I would be very happy if Apple did something similar to what xterm does - using an environmental variable to set name of the tab dynamically. But I have a feeling that we'll see MacOSX Trash go 3D sooner than properly working Terminal tabs. :(

14 comments:

Shawn Ferry said...

Have you thought about screen? I admit that I am using both screen and Terminal.app tabs.

I had been using CodeTek then Virtue then spaces and a terminal per-virtual desktop (plus screen).

None of these is quite satisfactory.

Igor Minar said...

I know and love screen. I can't imagine working over ssh without it. But for localhost activities it'd rather use terminal tabs instead so that I can scroll up and down with my touchpad instead of the keyboard.

Nathan said...

I'm obsessed with finding a solution that allows me to name my tabs, either manually, or by the hostname that I'm ssh'd into. Please let me know if you find something. I'll do the same for you.

Thanks,

Nathan

Anonymous said...

Trying to redefine the key binding, I found NO way to bind the "Previous Tab" and "Next Tab" to the more consistent "alt-cmd-arrow" nor to override the default "cmd-arrow", used to switch between windows. The only solution is to use the default "cmd-shift-arrow" to move between tab which is much less effective but less worst than the "}".

Indedd Apple seems to have a lower quality output for OSX ... probably because they've put the best developpers on the iPod and kept the newbies on the OSX.5 release.

Anonymous said...

I've written a SIMBL plugin to take care of this. Its only Alpha but you should check it out.

Terminal.app Tab Namer

Shawn Ferry said...

@eric Sweet, I see that your plugin causes the tab to use the Prefs. -> Settings -> Window -> Title as the default tab title.

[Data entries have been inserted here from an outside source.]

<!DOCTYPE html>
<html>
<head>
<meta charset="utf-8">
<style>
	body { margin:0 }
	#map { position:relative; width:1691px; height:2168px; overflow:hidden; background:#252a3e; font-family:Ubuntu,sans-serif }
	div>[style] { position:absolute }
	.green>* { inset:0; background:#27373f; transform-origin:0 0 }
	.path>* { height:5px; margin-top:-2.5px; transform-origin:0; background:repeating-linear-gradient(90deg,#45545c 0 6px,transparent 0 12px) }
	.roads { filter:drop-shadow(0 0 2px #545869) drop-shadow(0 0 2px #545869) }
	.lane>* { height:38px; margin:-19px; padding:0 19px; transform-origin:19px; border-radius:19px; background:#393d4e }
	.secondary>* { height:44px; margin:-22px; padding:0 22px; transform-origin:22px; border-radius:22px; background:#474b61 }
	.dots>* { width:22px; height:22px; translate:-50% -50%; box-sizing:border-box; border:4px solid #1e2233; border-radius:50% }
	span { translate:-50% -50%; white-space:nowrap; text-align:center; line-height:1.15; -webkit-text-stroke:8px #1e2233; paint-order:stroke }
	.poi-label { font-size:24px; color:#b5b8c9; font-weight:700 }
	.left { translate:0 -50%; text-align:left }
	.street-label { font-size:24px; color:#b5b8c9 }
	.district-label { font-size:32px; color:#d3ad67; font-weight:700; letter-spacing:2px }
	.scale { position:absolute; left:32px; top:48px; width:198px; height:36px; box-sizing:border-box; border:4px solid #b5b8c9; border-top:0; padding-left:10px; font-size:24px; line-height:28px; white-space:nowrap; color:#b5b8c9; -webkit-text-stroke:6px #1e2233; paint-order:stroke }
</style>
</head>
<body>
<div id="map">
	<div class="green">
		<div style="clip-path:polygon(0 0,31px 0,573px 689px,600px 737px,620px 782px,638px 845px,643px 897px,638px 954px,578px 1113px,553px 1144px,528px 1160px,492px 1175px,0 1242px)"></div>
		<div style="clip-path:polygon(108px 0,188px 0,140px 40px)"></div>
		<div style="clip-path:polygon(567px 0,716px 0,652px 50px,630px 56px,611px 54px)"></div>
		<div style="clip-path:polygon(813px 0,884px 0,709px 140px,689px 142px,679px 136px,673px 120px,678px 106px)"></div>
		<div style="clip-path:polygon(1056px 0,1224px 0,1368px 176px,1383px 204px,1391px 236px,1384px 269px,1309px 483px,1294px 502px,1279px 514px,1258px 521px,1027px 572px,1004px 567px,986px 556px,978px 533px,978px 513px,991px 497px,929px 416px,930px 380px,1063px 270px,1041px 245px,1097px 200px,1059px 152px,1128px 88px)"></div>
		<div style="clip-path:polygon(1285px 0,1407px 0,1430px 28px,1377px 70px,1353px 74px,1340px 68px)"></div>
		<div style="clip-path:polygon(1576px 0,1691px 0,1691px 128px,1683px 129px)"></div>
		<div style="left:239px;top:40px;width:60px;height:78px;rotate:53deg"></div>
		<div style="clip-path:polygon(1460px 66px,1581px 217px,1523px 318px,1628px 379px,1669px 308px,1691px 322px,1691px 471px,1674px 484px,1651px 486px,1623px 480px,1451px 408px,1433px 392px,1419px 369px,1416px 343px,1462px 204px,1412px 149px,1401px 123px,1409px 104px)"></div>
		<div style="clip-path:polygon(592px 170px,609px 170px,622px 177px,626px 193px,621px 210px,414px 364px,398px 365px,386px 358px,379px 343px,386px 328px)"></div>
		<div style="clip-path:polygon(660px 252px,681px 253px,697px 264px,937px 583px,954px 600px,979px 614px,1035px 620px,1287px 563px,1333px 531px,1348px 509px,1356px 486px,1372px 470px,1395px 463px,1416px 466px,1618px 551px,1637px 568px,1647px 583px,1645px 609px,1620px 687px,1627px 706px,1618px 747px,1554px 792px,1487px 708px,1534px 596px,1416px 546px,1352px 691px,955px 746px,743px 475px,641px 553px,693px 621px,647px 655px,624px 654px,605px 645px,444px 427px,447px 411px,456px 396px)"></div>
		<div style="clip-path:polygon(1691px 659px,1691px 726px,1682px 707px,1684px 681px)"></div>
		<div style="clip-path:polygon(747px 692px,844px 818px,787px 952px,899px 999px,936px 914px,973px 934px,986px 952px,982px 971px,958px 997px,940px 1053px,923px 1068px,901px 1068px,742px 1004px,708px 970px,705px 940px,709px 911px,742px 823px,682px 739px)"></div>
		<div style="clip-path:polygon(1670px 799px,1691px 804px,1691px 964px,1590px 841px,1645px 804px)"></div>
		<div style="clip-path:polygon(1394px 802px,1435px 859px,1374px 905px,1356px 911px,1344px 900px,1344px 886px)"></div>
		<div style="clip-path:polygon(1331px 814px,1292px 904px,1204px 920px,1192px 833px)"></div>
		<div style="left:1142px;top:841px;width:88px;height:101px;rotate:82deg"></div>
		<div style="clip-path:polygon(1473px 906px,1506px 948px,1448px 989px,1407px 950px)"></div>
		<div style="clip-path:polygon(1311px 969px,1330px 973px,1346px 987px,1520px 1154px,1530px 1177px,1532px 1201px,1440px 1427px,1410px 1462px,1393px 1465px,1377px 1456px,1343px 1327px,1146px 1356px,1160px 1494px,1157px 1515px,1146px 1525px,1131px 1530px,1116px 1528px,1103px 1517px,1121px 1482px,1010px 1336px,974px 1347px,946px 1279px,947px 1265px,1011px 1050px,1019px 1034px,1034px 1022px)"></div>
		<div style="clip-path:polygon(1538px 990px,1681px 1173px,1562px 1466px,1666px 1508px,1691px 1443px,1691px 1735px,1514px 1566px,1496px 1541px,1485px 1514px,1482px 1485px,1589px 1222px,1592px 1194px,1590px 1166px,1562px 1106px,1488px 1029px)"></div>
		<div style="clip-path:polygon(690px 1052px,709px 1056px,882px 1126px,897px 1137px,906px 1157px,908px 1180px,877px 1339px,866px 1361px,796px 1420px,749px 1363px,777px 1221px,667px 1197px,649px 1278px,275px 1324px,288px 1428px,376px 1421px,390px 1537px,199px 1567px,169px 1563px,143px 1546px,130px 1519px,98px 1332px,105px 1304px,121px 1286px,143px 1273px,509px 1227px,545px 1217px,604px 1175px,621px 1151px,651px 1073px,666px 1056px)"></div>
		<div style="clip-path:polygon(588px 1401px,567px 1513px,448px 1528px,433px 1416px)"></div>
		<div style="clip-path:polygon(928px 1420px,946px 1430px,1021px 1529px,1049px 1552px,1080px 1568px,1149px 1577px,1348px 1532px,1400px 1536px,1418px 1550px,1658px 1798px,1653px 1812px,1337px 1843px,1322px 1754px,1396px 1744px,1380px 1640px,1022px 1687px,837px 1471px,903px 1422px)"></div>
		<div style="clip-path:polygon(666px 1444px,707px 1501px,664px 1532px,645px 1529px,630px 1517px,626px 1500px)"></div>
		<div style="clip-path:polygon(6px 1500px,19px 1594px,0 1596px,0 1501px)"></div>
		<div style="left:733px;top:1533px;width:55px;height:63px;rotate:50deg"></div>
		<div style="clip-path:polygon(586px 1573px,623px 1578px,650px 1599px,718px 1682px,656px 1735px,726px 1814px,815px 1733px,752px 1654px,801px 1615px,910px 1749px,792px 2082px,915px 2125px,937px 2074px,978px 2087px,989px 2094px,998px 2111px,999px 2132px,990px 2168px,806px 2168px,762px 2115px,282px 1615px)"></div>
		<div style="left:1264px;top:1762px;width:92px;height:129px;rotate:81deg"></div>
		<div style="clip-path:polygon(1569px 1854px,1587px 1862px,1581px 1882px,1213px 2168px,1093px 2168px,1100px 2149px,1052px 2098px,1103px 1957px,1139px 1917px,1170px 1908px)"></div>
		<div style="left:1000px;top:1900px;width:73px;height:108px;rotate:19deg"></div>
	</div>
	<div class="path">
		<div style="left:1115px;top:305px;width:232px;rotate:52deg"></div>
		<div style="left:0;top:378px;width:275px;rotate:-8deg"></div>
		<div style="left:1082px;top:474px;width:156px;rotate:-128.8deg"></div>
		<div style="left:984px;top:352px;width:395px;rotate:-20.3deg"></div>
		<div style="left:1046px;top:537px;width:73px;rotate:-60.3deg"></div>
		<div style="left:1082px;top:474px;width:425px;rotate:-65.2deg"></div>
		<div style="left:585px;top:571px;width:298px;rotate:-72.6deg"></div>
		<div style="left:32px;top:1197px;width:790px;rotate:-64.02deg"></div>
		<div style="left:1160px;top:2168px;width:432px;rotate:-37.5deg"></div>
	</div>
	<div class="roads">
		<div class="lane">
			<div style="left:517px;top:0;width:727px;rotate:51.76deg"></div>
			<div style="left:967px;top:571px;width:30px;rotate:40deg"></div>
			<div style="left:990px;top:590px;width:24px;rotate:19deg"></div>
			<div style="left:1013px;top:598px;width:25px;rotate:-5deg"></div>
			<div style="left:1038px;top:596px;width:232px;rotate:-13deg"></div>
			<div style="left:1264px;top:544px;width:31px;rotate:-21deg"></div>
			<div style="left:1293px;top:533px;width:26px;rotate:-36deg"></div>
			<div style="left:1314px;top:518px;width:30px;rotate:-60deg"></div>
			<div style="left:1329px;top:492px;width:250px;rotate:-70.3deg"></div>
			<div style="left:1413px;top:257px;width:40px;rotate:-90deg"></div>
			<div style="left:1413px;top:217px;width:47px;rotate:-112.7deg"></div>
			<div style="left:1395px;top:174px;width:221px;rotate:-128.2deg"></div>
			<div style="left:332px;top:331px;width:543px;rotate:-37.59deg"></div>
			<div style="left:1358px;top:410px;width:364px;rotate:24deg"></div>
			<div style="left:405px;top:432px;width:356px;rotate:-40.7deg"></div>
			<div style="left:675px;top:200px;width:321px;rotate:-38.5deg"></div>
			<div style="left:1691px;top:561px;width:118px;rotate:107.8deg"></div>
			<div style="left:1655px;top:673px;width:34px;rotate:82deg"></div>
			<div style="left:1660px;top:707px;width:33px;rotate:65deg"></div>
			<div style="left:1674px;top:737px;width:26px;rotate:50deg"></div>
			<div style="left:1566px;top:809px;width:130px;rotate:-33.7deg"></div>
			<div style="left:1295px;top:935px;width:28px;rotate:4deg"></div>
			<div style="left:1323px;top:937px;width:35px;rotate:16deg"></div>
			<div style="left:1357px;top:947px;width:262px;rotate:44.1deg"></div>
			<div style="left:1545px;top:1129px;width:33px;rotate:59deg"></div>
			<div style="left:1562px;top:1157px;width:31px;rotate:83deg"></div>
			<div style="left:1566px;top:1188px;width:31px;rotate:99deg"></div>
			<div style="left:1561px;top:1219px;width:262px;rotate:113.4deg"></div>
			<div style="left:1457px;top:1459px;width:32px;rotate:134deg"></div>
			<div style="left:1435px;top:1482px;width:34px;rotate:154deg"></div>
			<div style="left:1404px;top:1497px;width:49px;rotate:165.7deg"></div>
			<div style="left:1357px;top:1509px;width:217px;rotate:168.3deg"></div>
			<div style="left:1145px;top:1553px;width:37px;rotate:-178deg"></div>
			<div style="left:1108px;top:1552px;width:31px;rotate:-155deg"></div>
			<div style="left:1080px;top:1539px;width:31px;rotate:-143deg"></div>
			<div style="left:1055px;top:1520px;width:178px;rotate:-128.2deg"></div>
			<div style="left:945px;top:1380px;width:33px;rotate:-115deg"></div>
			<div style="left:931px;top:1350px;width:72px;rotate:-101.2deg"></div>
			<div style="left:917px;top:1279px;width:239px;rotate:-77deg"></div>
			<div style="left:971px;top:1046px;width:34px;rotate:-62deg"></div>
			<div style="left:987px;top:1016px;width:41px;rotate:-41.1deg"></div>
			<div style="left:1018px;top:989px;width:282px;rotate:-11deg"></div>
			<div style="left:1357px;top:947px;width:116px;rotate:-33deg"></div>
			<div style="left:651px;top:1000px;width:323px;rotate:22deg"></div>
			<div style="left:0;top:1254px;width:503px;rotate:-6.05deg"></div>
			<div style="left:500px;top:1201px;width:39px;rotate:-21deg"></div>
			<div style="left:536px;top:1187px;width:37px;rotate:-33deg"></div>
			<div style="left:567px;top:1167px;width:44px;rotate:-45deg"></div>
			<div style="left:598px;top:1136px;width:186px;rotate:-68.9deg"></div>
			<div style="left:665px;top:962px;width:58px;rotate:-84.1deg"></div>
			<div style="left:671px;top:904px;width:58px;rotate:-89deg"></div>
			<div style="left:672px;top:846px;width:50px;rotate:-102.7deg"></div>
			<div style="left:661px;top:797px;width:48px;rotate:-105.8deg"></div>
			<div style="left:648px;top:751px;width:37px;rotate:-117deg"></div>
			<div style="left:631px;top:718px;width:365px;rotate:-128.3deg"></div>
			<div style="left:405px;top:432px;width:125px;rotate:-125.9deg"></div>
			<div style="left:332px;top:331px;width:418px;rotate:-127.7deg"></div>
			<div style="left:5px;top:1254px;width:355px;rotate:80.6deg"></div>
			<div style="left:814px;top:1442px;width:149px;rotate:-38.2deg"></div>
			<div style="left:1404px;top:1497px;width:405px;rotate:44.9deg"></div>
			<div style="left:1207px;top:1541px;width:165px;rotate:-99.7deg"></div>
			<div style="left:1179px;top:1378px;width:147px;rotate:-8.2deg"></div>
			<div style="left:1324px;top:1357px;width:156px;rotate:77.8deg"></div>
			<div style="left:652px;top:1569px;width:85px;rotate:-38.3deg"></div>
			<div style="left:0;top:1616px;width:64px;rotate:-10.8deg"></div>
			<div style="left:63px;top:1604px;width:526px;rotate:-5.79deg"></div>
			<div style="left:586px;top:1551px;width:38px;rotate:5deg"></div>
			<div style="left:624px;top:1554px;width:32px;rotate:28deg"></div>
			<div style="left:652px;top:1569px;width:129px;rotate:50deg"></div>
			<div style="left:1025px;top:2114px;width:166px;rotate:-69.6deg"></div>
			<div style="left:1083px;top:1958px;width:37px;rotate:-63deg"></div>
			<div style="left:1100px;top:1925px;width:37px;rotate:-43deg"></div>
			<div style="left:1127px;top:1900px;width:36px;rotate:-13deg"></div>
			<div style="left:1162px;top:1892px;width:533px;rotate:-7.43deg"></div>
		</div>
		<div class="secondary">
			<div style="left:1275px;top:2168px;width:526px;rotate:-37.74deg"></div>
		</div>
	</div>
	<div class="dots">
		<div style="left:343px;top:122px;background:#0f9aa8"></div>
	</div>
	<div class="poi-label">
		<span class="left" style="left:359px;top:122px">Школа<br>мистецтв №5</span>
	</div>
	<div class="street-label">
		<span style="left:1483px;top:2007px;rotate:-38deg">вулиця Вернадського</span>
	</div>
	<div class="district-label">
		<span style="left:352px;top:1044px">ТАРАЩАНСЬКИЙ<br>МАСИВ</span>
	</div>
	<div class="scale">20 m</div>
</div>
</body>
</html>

That rocks and works well for me.

Colin said...

you can change the tab shortcut behavior easily, in the global system preferences (under keyboard and mouse).

Igor Minar said...

Yup, that's what I mentioned in the blog post.

Anonymous said...

Seems that Apple has fixed the naming issue (though it's somewhat clunky). You can right-click on the tab, Inspect Tab and change the title.

Glen said...

It's not so clunky if you use the CMD+I shortcut.

Glen said...

It's not so clunky if you use the CMD+I tab.

Now moving tabs with the keyboard, that's what I'd be interested in.

The mouse is so 2005.

Shawn Ferry said...

SHIT-CMD-[ and SHIFT-CMD-] (CMD-{ CMD-})

Nik said...

Cmd shift left/right

Igor Minar said...

Now do it with one (preferably left) hand about 1000 times a day and tell me how you like it.